Your instructions:
Write out every line below that includes the word "labels".

Input data section start

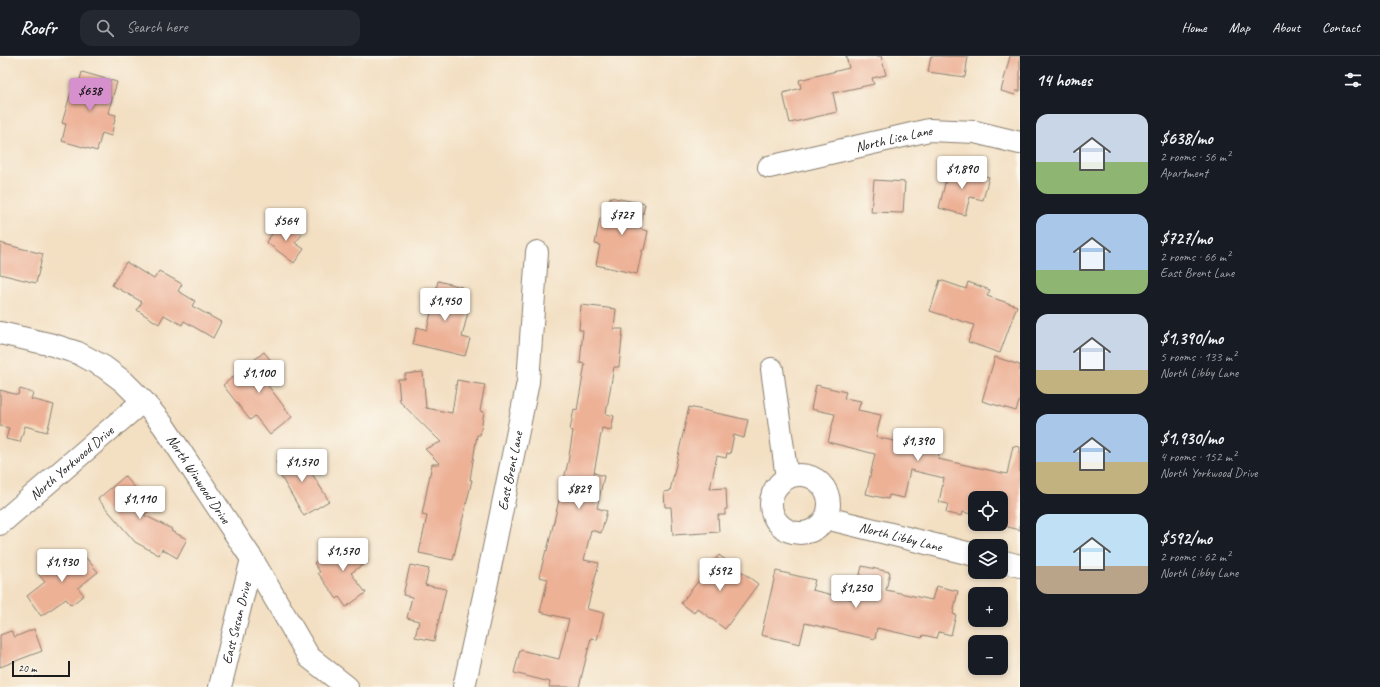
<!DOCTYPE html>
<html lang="en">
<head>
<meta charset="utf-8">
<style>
	body { margin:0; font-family:Caveat,sans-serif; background:#242831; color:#f1f3f6; height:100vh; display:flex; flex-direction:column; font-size:15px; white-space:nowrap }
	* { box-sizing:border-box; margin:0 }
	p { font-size:13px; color:#9ea1a6 }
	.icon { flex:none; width:22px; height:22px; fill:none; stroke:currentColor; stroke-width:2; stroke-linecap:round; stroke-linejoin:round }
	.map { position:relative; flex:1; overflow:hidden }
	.details { display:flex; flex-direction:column; background:#171b24; width:360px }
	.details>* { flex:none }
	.tools { position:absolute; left:968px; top:435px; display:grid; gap:8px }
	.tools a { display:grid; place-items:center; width:40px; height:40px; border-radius:8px; background:#171b24; box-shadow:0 2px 6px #0003; font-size:20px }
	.scale { position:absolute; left:12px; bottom:10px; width:58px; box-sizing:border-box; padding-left:4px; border:2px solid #1c1c1c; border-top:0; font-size:11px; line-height:14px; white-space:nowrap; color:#1c1c1c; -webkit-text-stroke:3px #fbf7ec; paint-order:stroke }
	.price { position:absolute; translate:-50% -34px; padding:0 9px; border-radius:4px; background:#fff; color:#222; font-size:13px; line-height:26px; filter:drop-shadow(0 1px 2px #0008) }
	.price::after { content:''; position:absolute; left:50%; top:24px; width:12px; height:9px; margin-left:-6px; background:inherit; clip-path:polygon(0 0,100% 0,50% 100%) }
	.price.on { background:#d690ce; color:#111 }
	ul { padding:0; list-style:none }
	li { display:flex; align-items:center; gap:12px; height:100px; padding:0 16px }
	li span { display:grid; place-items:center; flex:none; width:112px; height:80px; border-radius:12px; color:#555 }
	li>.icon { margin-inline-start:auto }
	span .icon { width:48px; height:48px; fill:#fffc; stroke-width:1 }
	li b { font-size:17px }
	h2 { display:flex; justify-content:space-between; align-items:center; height:48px; padding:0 16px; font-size:17px }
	header { display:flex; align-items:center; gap:24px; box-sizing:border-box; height:56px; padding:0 20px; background:#171b24; border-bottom:1px solid #363941 }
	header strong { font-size:19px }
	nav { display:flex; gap:22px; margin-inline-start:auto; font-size:14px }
	.search { width:280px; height:36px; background:#242831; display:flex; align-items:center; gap:10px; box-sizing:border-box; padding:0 14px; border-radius:12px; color:#9ea1a6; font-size:15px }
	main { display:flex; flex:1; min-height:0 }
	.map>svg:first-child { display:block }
	.building { fill:#edb196 }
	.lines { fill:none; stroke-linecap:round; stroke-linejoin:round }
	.minor-casing { stroke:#887e6f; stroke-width:24 }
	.minor { stroke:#fff; stroke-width:22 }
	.labels { text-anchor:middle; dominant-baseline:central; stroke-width:3.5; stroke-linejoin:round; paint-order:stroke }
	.street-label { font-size:14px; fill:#1c1c1c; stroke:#fbf7ec }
</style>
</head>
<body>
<header>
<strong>Roofr</strong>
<div class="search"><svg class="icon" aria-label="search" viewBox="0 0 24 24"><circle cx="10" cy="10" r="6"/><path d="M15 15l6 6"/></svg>Search here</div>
<nav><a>Home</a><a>Map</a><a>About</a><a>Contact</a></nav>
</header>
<main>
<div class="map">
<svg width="1020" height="631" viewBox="0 0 1020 631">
	<rect width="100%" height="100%" fill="#fbf7ec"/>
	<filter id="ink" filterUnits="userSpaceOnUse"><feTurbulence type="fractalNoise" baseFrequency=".025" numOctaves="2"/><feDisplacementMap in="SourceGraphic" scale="8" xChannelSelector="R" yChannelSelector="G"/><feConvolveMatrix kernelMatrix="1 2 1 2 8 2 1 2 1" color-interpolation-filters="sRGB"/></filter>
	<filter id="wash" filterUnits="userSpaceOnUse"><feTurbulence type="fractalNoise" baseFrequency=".012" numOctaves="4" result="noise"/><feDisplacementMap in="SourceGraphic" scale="16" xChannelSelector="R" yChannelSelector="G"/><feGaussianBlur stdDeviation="0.9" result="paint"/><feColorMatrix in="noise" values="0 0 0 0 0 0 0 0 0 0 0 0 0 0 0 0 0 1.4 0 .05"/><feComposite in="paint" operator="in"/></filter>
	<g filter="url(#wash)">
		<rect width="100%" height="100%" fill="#f3dfc2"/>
		<g id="blocks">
			<g class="building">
				<polygon points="846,0 881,0 886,19 872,22 874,28 833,37 837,56 790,67 783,37 801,32 799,24 849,12"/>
				<polygon points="931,0 968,0 965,21 928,16"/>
				<polygon points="1010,0 1020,0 1020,35 1016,35 1015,39 1001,35"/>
				<polygon points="82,16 117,26 108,57 116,59 111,80 102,77 97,95 62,85 66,68 62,67 71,36 76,38"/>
				<polygon points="949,111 989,121 983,144 970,141 965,159 939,152"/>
				<polygon points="874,124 905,126 903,157 871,156"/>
				<polygon points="610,141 645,148 640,173 648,175 644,194 642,194 637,218 596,209 600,189 595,188 600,162 606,163"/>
				<polygon points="282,165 302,179 295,187 304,193 294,207 266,186"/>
				<polygon points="0,187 43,198 36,227 0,218"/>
				<polygon points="126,206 154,223 159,215 182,228 178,235 195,245 192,250 221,266 213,282 184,265 182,269 164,259 159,268 137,254 142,246 112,229"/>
				<polygon points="940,224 966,233 968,226 990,234 987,240 1017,250 1000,297 968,286 974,269 930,255"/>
				<polygon points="438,225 462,231 458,249 469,252 462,281 470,283 465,300 413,288 417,271 427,274"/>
				<polygon points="581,249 616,253 614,273 623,273 619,311 614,311 606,358 614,360 611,374 602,372 594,417 604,420 597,452 607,455 601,477 591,474 584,504 599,507 587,553 604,557 597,584 591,582 579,631 549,631 550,626 514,617 520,594 559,603 569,563 540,556 548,523 539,521 546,494 547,495 568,406 573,375 570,374 574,353 577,354 585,308 580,307 583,274 579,274"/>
				<polygon points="264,296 280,316 266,327 292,361 270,379 255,360 250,364 223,329"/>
				<polygon points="995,301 1020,309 1020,343 1016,355 982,345"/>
				<polygon points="423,316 426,352 452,357 457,324 485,329 480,355 484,356 480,379 477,379 470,424 472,424 453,504 419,497 427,460 422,459 432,408 440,408 425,393 441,386 400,346 398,323 405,323 405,318"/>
				<polygon points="816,329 846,336 844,342 861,345 858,354 881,359 876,381 916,390 917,387 940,392 938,403 1007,418 1013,390 1020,391 1020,474 996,468 1001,468 1001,442 975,442 975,459 963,456 962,460 946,457 948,448 939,446 944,422 910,414 904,442 889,439 888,443 866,438 875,398 828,386 835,358 811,353"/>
				<polygon points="20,333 33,337 31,343 54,349 47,376 25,370 20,386 6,383 9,372 0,370 0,334 18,339"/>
				<polygon points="689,351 748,364 744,382 734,379 730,398 727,397 726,402 717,400 710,433 726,432 727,453 725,453 725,459 718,459 719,476 673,479 671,451 665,451 664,436 670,435"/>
				<polygon points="295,394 301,404 303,403 329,445 304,460 280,419 283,417 276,406"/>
				<polygon points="125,420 152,452 144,459 172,473 171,475 187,483 177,502 162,493 159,499 135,486 98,443"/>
				<polygon points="351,482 368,505 351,517 366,537 346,551 339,541 337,543 318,517 320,516 314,507"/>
				<polygon points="81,496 98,516 78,532 84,539 71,549 66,543 41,560 27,540 45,526 39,519 56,505 58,508 64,503 68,507"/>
				<polygon points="719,499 758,528 725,573 697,552 694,557 681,547"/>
				<polygon points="410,509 429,513 425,529 446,533 434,585 415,581 419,565 407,562 412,541 403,539"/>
				<polygon points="862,510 890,516 886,534 932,544 936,530 958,535 953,558 956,559 951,579 939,576 937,582 923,579 922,582 877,572 875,583 805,567 800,588 761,579 776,515 815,524 812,534 854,544"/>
				<polygon points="34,573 42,595 0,611 0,579 11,575 15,581"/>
			</g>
		</g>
	</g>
	<g filter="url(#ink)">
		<use href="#blocks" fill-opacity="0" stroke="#887e6f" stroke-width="1"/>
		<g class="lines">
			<defs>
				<g id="minor">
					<path id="s1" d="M769,111L929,74L975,76L1020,87"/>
					<path id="s2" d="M0,277L53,289L78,297L104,311L124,326L143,345L163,369L252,503L309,601L347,631"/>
					<polyline points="772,313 787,422"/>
					<circle cx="800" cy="448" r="29"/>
					<path id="s3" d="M826,462L975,499"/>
					<path id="s4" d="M0,468L143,345"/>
					<polyline points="1001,505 1020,510"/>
					<path id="s5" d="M220,631L252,503"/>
					<path id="s6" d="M464,631L487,526L528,326L537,196"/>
				</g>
			</defs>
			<use href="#minor" class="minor-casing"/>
			<use href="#minor" class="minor"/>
		</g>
	</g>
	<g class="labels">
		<g class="street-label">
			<text stroke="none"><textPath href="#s1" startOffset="128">North Lisa Lane</textPath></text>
			<text stroke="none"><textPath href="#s4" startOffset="94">North Yorkwood Drive</textPath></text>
			<text stroke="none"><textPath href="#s6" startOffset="221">East Brent Lane</textPath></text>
			<text stroke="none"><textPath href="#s2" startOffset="258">North Winwood Drive</textPath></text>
			<text stroke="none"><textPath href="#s3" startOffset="77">North Libby Lane</textPath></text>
			<text stroke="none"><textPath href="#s5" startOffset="66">East Susan Drive</textPath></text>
		</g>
	</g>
</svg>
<div class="tools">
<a><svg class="icon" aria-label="locate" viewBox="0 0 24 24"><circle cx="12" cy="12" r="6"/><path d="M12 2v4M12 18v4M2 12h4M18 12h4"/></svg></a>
<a><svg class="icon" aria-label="layers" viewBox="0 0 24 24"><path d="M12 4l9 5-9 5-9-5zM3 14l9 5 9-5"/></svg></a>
<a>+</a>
<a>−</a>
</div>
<div class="scale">20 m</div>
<b class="price on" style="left:90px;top:56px">$638</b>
<b class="price" style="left:962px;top:134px">$1,890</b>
<b class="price" style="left:622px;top:180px">$727</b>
<b class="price" style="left:286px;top:186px">$564</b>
<b class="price" style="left:445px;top:266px">$1,450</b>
<b class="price" style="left:259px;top:338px">$1,100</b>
<b class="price" style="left:918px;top:406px">$1,390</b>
<b class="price" style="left:302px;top:427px">$1,570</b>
<b class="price" style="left:579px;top:454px">$829</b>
<b class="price" style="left:140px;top:464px">$1,110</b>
<b class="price" style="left:343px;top:516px">$1,570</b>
<b class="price" style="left:62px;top:527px">$1,930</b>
<b class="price" style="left:720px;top:536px">$592</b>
<b class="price" style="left:856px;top:553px">$1,250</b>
</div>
<section class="details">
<h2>14 homes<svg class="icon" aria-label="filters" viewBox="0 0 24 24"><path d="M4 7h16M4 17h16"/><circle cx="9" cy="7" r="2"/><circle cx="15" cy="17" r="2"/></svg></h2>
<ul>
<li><span style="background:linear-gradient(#c9d6e8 60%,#8fb573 0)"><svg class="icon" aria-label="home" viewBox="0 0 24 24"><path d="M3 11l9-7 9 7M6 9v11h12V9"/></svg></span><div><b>$638/mo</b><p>2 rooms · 56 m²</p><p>Apartment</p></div></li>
<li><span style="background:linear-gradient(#a9c7e8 70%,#8fb573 0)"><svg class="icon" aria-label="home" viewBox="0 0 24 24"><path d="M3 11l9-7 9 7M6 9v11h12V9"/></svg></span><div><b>$727/mo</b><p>2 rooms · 66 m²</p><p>East Brent Lane</p></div></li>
<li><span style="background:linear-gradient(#c9d6e8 70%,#c2b280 0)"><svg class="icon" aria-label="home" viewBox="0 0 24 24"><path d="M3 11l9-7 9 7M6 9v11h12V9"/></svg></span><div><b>$1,390/mo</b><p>5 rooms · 133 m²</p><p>North Libby Lane</p></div></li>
<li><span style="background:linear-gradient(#a9c7e8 60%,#c2b280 0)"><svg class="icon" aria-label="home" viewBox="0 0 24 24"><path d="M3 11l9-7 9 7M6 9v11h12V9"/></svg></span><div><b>$1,930/mo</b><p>4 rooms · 152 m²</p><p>North Yorkwood Drive</p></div></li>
<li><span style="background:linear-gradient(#bfe0f5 65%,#b9a48a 0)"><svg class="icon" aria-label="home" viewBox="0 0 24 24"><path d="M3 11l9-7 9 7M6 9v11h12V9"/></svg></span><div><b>$592/mo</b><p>2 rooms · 62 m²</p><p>North Libby Lane</p></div></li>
</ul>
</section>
</main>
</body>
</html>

Input data section end

Task result:
	.labels { text-anchor:middle; dominant-baseline:central; stroke-width:3.5; stroke-linejoin:round; paint-order:stroke }
	<g class="labels">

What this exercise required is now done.